I’m not talking about the consumption of an excessive amount of candies, ice cream or pastries here. Sure, you deserve to treat yourself with sugar sometimes, but they can cause energy crash very easily if overdosed. If you have a sweet tooth, replace that pint of ice cream with a yogurt parfait, dark chocolate or a filling avocado smoothie. While avocado and yogurt are high in stress-relieving B-vitamins and antioxidants, dark chocolate also contains just the right amount of caffeine to help you power through the rest of your studying.

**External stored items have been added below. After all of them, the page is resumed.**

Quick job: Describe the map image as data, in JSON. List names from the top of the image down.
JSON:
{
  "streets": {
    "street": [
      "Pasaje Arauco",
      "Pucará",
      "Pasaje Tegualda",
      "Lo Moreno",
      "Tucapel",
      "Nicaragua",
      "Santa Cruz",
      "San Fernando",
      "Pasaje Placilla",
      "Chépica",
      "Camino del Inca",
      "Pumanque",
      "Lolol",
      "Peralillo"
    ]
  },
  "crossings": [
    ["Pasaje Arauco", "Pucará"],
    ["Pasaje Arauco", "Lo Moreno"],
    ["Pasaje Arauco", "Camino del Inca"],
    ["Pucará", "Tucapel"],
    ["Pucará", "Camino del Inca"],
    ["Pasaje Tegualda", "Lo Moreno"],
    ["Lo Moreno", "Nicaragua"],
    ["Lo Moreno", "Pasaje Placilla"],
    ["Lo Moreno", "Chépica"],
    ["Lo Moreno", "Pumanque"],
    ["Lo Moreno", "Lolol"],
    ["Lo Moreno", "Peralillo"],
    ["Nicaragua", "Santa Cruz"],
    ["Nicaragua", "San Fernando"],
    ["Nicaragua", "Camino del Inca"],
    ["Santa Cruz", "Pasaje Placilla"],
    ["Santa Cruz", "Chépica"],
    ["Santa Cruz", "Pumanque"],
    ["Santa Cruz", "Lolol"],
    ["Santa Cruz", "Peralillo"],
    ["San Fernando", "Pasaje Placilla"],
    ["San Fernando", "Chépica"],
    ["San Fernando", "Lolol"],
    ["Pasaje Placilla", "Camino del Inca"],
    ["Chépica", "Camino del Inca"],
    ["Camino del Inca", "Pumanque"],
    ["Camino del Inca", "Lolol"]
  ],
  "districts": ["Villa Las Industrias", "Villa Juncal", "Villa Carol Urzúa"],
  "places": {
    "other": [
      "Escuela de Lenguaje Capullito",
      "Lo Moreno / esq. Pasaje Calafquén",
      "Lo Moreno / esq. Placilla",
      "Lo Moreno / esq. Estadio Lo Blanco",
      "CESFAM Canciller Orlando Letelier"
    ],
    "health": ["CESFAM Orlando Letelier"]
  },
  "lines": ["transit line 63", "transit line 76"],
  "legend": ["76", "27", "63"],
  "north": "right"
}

I’m definitely not a fitness guru or the healthiest person on Earth, but I realize the importance of balancing your diet and eating the right foods for your brain and body. It’s harder to ace those tough exams when all you consume is caffeine and greasy foods. It’s easy to overlook the negative effects of them when you’re under piles of books and stress, but it’s never a good idea to neglect your body especially when you need to be at your healthiest and most productive stage. The better the fuel your brain gets, the better you’ll study.

With all that said, don’t forget to sleep and exercise (or at least sleep!). Sleep will improve the quality and retention of studying. Mental and physical fatigue is commonplace this time of year due to sleep-deprivation. For those who have a tight exam schedule, continuous all-nighters or lack of sleep will throw your body and mind completely out of whack.